Renacci discussed his political future at a Wednesday White House meeting that political director Bill Stepien also attended, according to a White House official who spoke on the condition of anonymity to describe the private conversation. The White House meeting should not be interpreted as an endorsement of Renaccci, the official said. But the official did not rule out that possibility in the future.
Renacci also met Wednesday with officials at the National Republican Senatorial Committee, according to one of the Republicans familiar with his plans, who also spoke on the condition of anonymity.
Renacci could officially announce his plans as soon as Wednesday night or Thursday morning, the Republicans familiar with his plans said. A campaign representative for Renacci did not immediately respond to a request for comment. The White House did not immediately comment.

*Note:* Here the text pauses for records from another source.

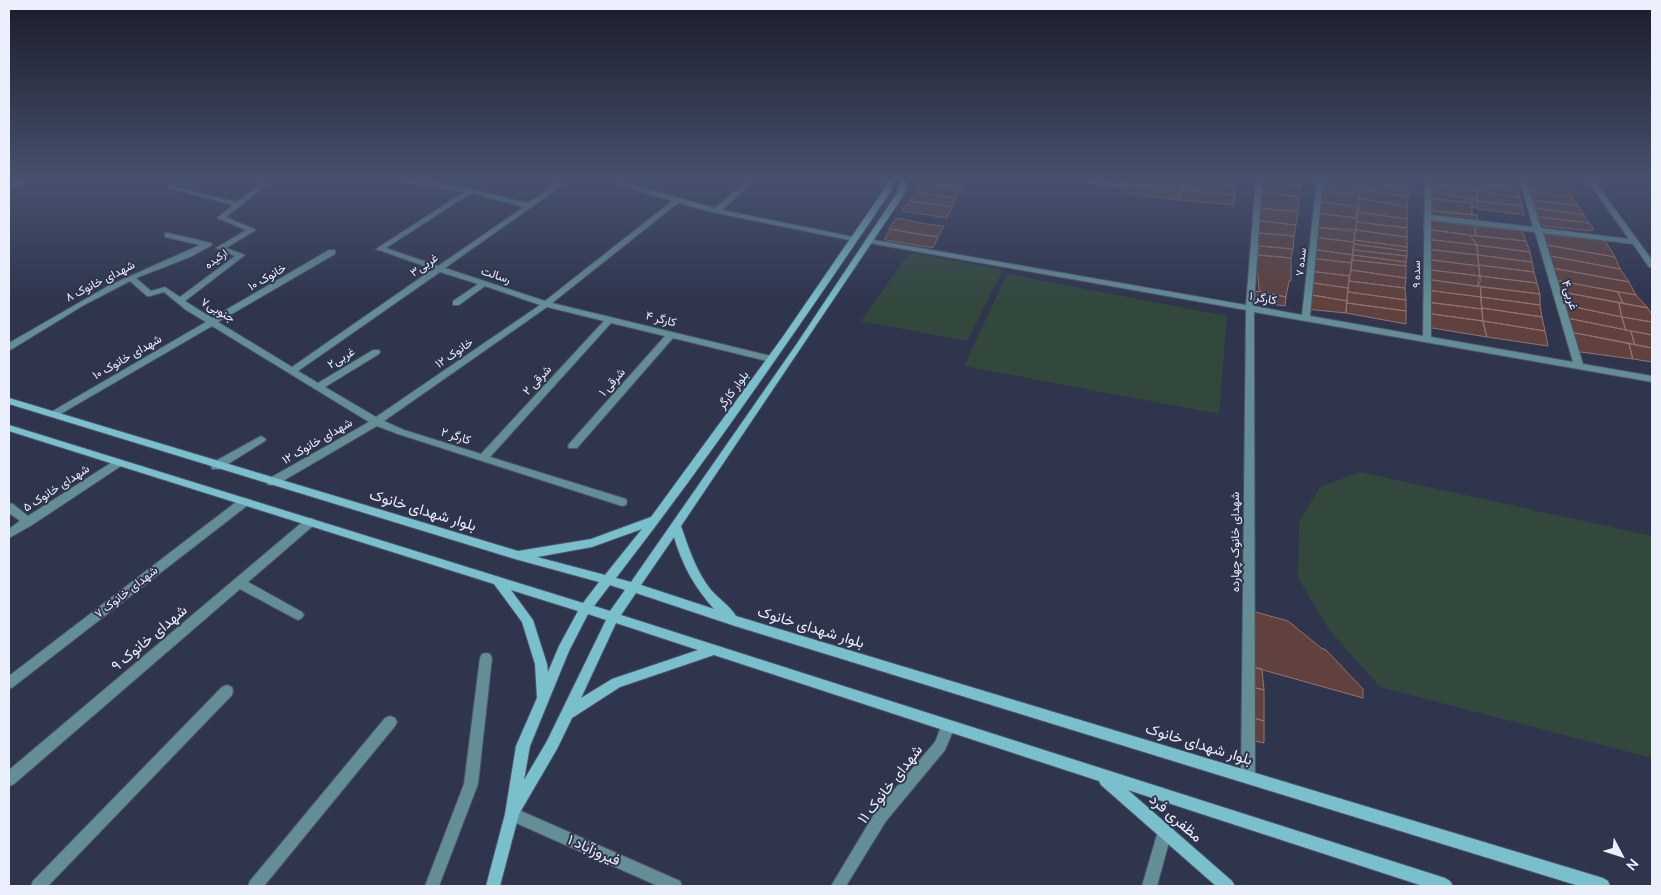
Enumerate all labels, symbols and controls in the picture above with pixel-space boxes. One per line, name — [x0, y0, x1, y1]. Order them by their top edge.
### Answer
street label: ارکیده — [202, 246, 230, 272]
street label: سده ۷ — [1293, 247, 1309, 277]
street label: غربی۳ — [407, 250, 441, 280]
street label: شهدای خانوک ۸ — [63, 257, 137, 305]
street label: خانوک ۱۰ — [245, 260, 289, 294]
street label: سده ۹ — [1409, 260, 1423, 288]
street label: رسالت — [479, 263, 513, 287]
street label: غربی۴ — [1559, 279, 1581, 311]
street label: کارگر ۱ — [1248, 289, 1278, 307]
street label: جنوبی۷ — [198, 295, 238, 325]
street label: کارگر ۴ — [644, 308, 678, 330]
street label: شهدای خانوک ۱۰ — [90, 331, 164, 383]
street label: خانوک ۱۲ — [432, 335, 476, 371]
street label: غربی۲ — [325, 344, 357, 372]
street label: شرقی ۲ — [520, 362, 554, 398]
street label: شرقی ۱ — [596, 365, 628, 399]
street label: بلوار کارگر — [714, 368, 752, 412]
street label: ۱۲ شهدای خانوک — [279, 415, 355, 467]
street label: کارگر ۲ — [439, 425, 473, 447]
street label: شهدای خانوک ۵ — [20, 461, 92, 515]
street label: بلوار شهدای خانوک — [367, 485, 479, 535]
street label: شهدای خانوک چهارده — [1228, 492, 1242, 592]
street label: شهدای خانوک ۷ — [92, 563, 160, 621]
street label: شهدای خانوک ۹ — [107, 601, 191, 675]
street label: بلوار شهدای خانوک — [755, 602, 867, 652]
street label: بلوار شهدای خانوک — [1143, 719, 1255, 769]
street label: شهدای خانوک ۱۱ — [854, 741, 926, 827]
street label: مظفری فرد — [1146, 790, 1206, 846]
street label: فیروزآباد ۱ — [565, 830, 623, 870]
north arrow — [1596, 830, 1646, 880]
text: N — [1623, 855, 1642, 874]

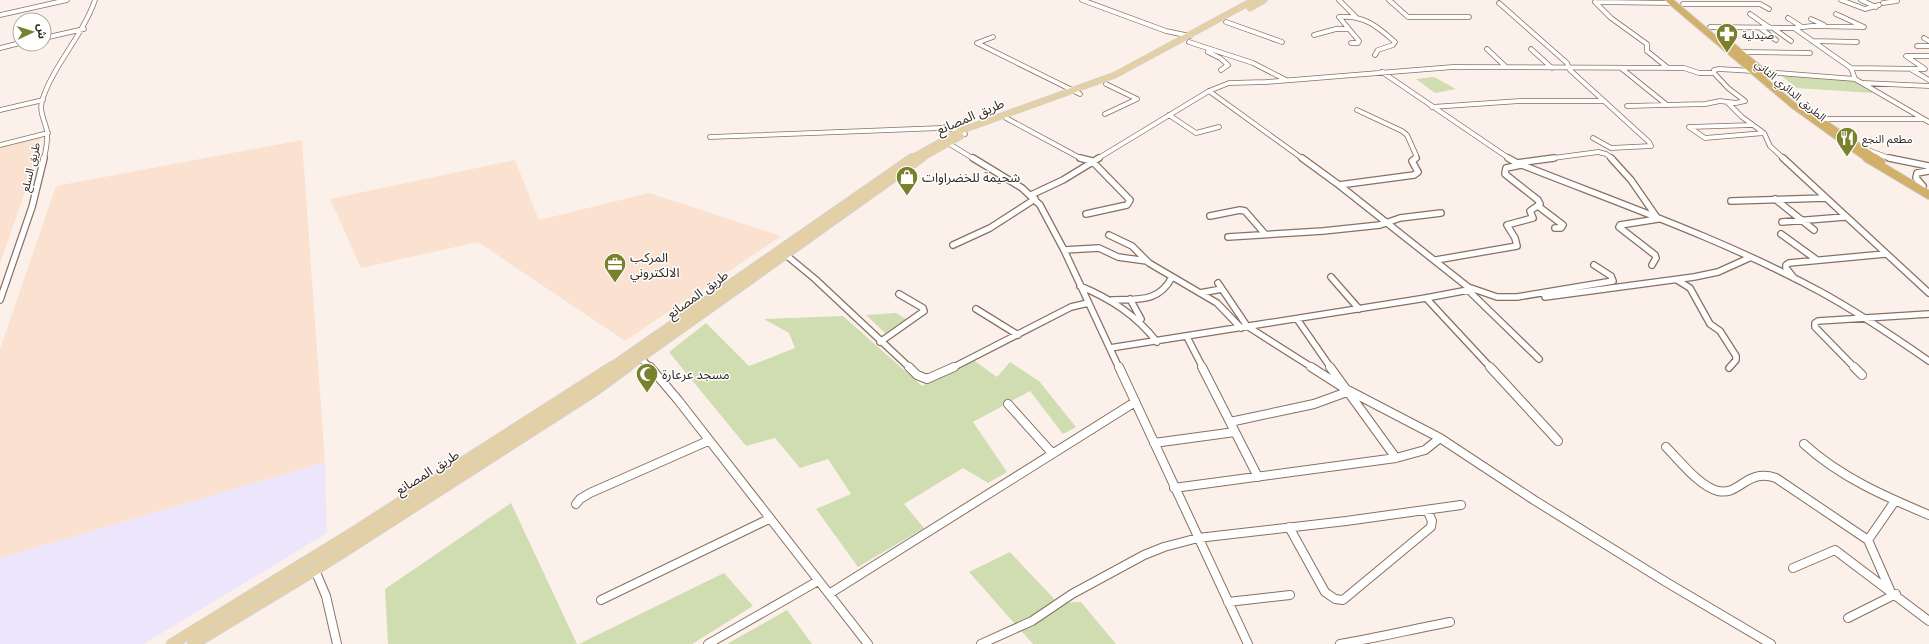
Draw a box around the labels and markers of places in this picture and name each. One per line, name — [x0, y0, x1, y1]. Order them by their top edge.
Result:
pharmacy icon: صيدلية — [1714, 21, 1740, 54]
place label: صيدلية — [1742, 27, 1774, 42]
restaurant icon: مطعم النجع — [1834, 125, 1860, 158]
place label: مطعم النجع — [1862, 131, 1913, 148]
shop icon: شحيمة للخضراوات — [894, 164, 920, 197]
place label: شحيمة للخضراوات — [922, 168, 1020, 186]
place label: المركب الالكتروني — [630, 248, 680, 283]
office icon: المركب الالكتروني — [602, 251, 628, 284]
mosque icon: مسجد عرعارة — [634, 361, 660, 394]
place label: مسجد عرعارة — [662, 365, 730, 383]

His decision comes as Republicans are scrambling to find a top candidate in Ohio. Mandel told supporters last week that he was ending his campaign, citing an unspecified health issue with his wife as the reason for his decision.
Mandel, who lost to Brown in 2012, was seen as the top choice of GOP officials. He had built a national network of donors and had established some name recognition in the state as treasurer and a previous candidate for Senate.

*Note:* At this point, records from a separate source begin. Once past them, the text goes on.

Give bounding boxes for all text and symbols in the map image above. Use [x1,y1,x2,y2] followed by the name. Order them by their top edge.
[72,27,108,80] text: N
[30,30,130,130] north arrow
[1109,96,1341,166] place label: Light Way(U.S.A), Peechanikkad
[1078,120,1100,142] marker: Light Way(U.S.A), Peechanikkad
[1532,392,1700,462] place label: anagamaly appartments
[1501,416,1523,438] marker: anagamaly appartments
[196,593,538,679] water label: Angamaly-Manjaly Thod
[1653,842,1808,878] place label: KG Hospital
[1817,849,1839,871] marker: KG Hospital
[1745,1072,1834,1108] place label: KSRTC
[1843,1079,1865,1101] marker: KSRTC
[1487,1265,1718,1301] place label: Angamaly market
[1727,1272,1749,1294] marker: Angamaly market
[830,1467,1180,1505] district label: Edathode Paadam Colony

The candidate filing deadline in Ohio is Feb. 7, giving Republicans little time to decide whether to enter the race. Wealthy businessman Mike Gibbons is in the race. A slate of other Republicans have been mentioned by Republican operatives as potential candidates, including “Hillbilly Elegy” author J.D. Vance.
Brown’s Senate seat is one of more than two dozen that Democrats are defending this year. Ten of those, including Ohio, are in states President Trump won.